ScriptingTechnical

Temporal Averaging

Otherwise known as a way of combining a ton of photos of the same area to pull out only the static content. It’s one of the least time consuming ways to get impossible photos of empty streets.

Basically you take 40 or so photos of a busy section of road without moving the camera even slightly (aligning the images takes somewhat more code, and levels of computer vision that I don’t want to go into right now). It is unlikely that any of these photos will show the entire road with no traffic in sight, but if you look at a single particular pixel in every one of those photos, it is very likely that the most common value for it will be ‘road’.

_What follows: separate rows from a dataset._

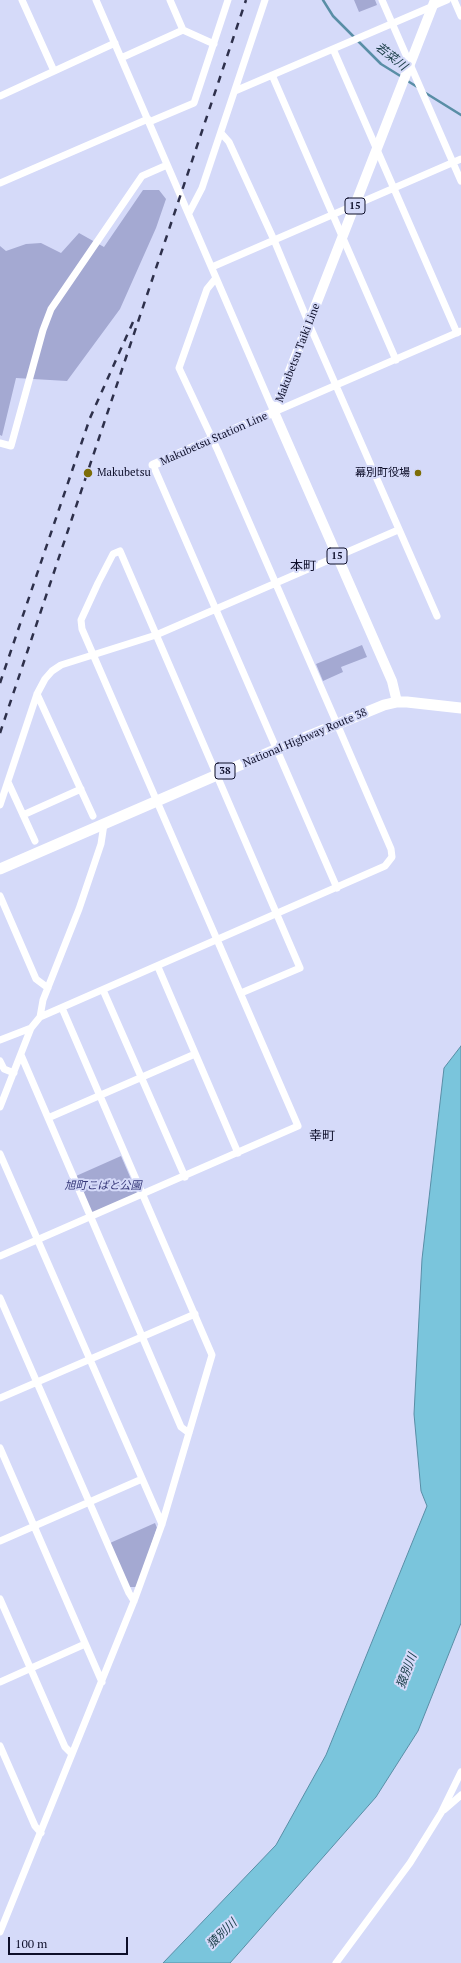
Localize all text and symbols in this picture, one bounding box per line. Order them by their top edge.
water label: 若菜川 [372,40,410,74]
road number: 15 [345,198,365,214]
street label: Makubetsu Taiki Line [273,302,323,404]
street label: Makubetsu Station Line [158,409,270,469]
place label: Makubetsu [97,466,151,480]
place label: 幕別町役場 [355,466,410,480]
marker: Makubetsu [82,467,94,479]
marker: 幕別町役場 [413,468,423,478]
road number: 15 [327,548,347,564]
district label: 本町 [290,558,316,574]
street label: National Highway Route 38 [241,706,369,770]
road number: 38 [215,763,235,779]
district label: 幸町 [309,1128,335,1144]
park label: 旭町こばと公園 [65,1179,141,1193]
water label: 猿別川 [394,1652,420,1690]
water label: 猿別川 [204,1916,240,1952]
scale bar [10,1929,130,1955]
text: 100 m [15,1936,47,1951]

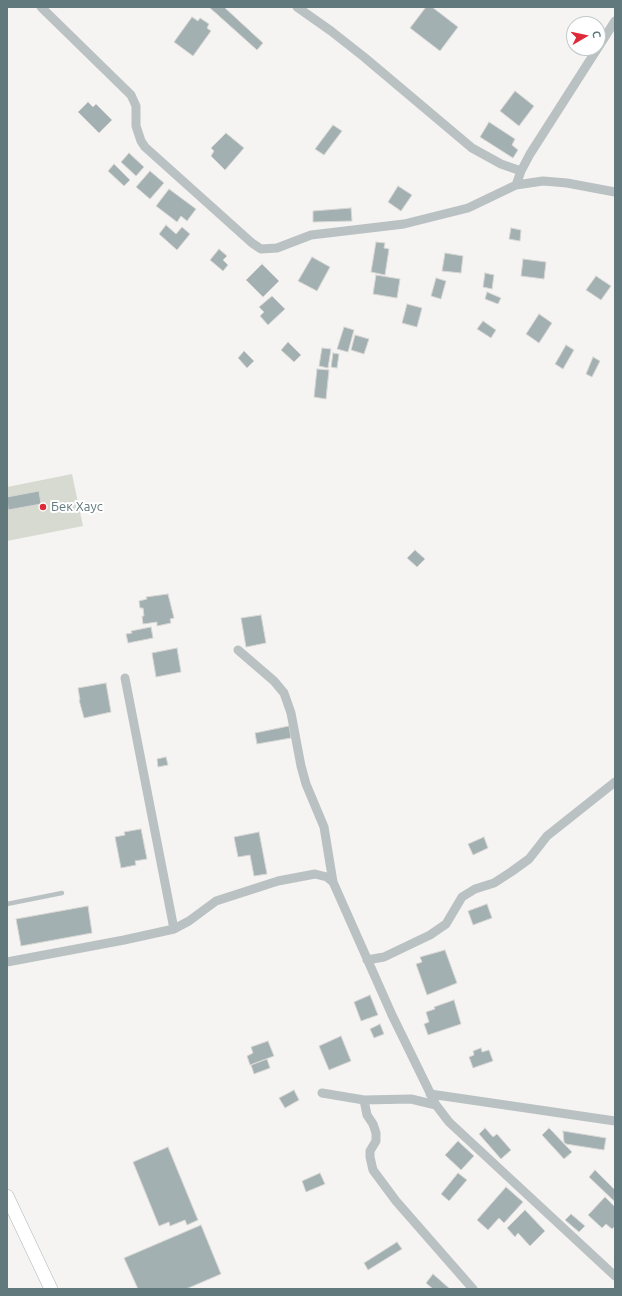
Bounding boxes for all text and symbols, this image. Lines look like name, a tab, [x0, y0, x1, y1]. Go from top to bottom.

Ideally, you just select that most common value for each pixel and ignore everything else. In practice, cameras and images don’t store or detect the exact colour of an object, and each pixel of it will vary per photo, so taking a pure mode is out as an average for that reason – there will be no reliable most common colour to select. To get around this, the mode would have to be of ranges.

Either way, to use the mode every single image has to be considered for each pixel. Depending on the number of images this can lead to awful memory use as every image has to be held available, or huge amounts of disk access as groups of pixels are read in every so often. Breaking the images into groups and taking the mode of each before repeating for those new temporary images would be a loss of accuracy but help solve the above problems.

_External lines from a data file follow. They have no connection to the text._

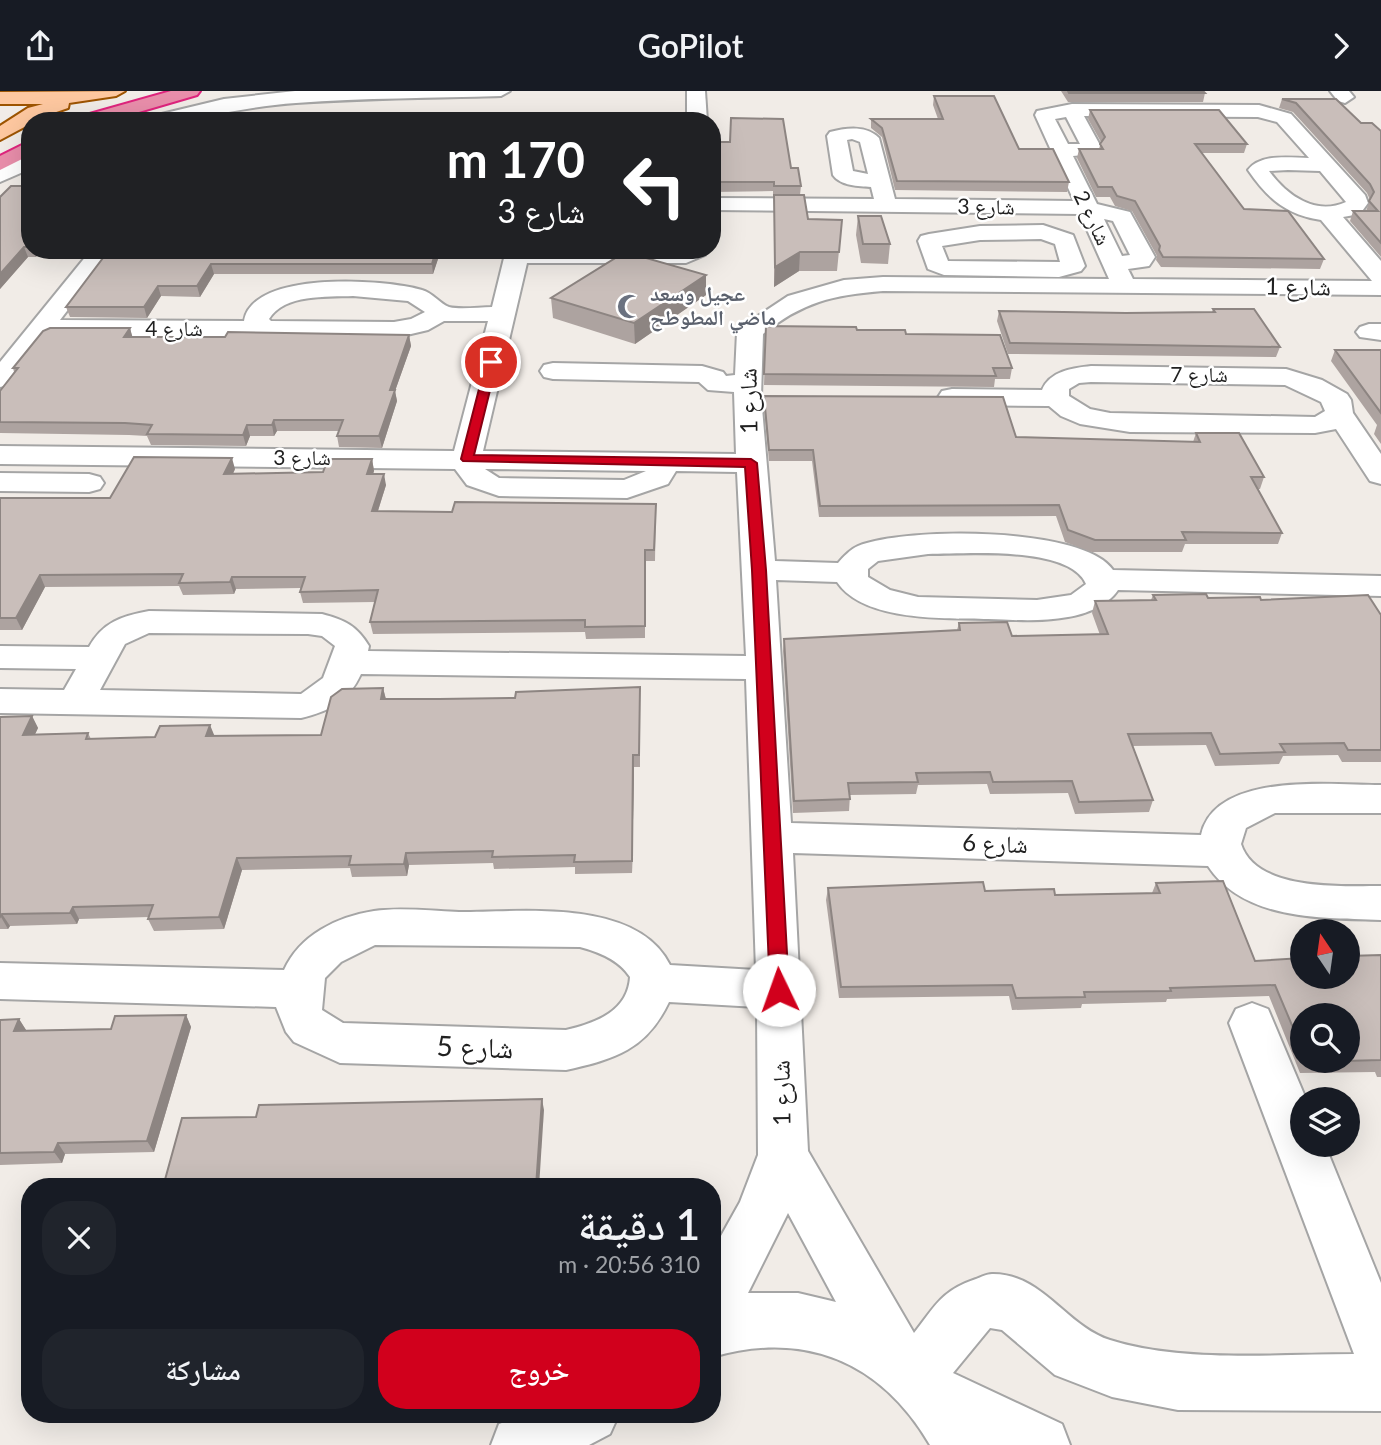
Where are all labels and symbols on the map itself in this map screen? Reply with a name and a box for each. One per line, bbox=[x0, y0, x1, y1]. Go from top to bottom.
street label: شارع 2 bbox=[1068, 186, 1117, 250]
street label: شارع 3 bbox=[957, 193, 1015, 220]
street label: شارع 1 bbox=[1265, 270, 1331, 303]
place label: عجيل وسعد ماضي المطوطح bbox=[650, 280, 776, 334]
mosque icon: عجيل وسعد ماضي المطوطح bbox=[616, 292, 644, 320]
street label: شارع 4 bbox=[145, 315, 203, 342]
pin bbox=[461, 332, 521, 392]
street label: شارع 7 bbox=[1170, 361, 1228, 388]
street label: شارع 1 bbox=[732, 368, 765, 434]
street label: شارع 3 bbox=[273, 444, 331, 471]
street label: شارع 6 bbox=[962, 827, 1028, 860]
north arrow bbox=[1290, 919, 1360, 989]
position arrow bbox=[742, 953, 816, 1027]
street label: شارع 5 bbox=[436, 1028, 514, 1066]
street label: شارع 1 bbox=[765, 1060, 798, 1126]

The arithmetic mean is wonderful for computation and is what I’m currently using. Two images can be read in, averaged, and stored as a temporary image, a third image can be read in (replacing the second), averaged with the temporary image, then stored so as to replace it, and so on. Only two images are in memory at any one time. Unfortunately there may be an increased number of rounding errors depending on how the values are stored. Another problem is that unlike the mode, everything gets a place in the final image – one bright red car on a black road will require a large number of images without a car in that place in order to average back down to an invisible level, whereas using mode, it would have been left out completely.

The Code

This is a piece of C++ code that uses the arithmetic mean and Qt (if you want to compile it you’ll need to build a basic Qt framework around it). For images I recommend non-streaming webcams pointing at roads or highstreets.

// temporal averaging
// zoril.co.uk
// 07/Nov/2011

// we only need two images
QImage im_base;
QImage im_loaded;

// files need to be sequentially numbered
int num = 1;

// load images matching the name in the text field
// e.g. current?.jpg
// => current1.jpg
// => current2.jpg
// => current3.jpg
// => ...

// first image used for dimensions
im_base.load(ui->filepattern_fld->text().replace("?", QString::number(num)));

// set dimensions
int w = im_base.width();
int h = im_base.height();

// all the time an image loads
while(im_loaded.load(ui->filepattern_fld->text().replace("?", QString::number(num+1)))) {
   // loop through every pixel
   for(int x = 0; x < w; x++) {
      for(int y = 0; y < h; y++) { // get the current average colour uint px_base = im_base.pixel(x ,y); // and the new colour uint px_loaded = im_loaded.pixel(x, y); // break into components and take (cumulative moving) average uint red = (((px_loaded >> 16) & 0xFF) + num*((px_base >> 16) & 0xFF)) / (num+1);
         uint gre = (((px_loaded >>  8) & 0xFF) + num*((px_base >>  8) & 0xFF)) / (num+1);
         uint blu = (((px_loaded      ) & 0xFF) + num*((px_base      ) & 0xFF)) / (num+1);

         // make into colour
         QRgb newpx = qRgb(red, gre, blu);

         // store to averaged image
         im_base.setPixel(x, y, newpx);
      }
   }
   // move onto next image
   num++;
}
// save image
im_base.save("output.jpg");

red, gre and blu would probably be better off not forced into ints and stored in a virtual image each loop.

The Original Images

The Resulting Image

This image was generated using 17 source images (from a webcam) and the arithmetic mean.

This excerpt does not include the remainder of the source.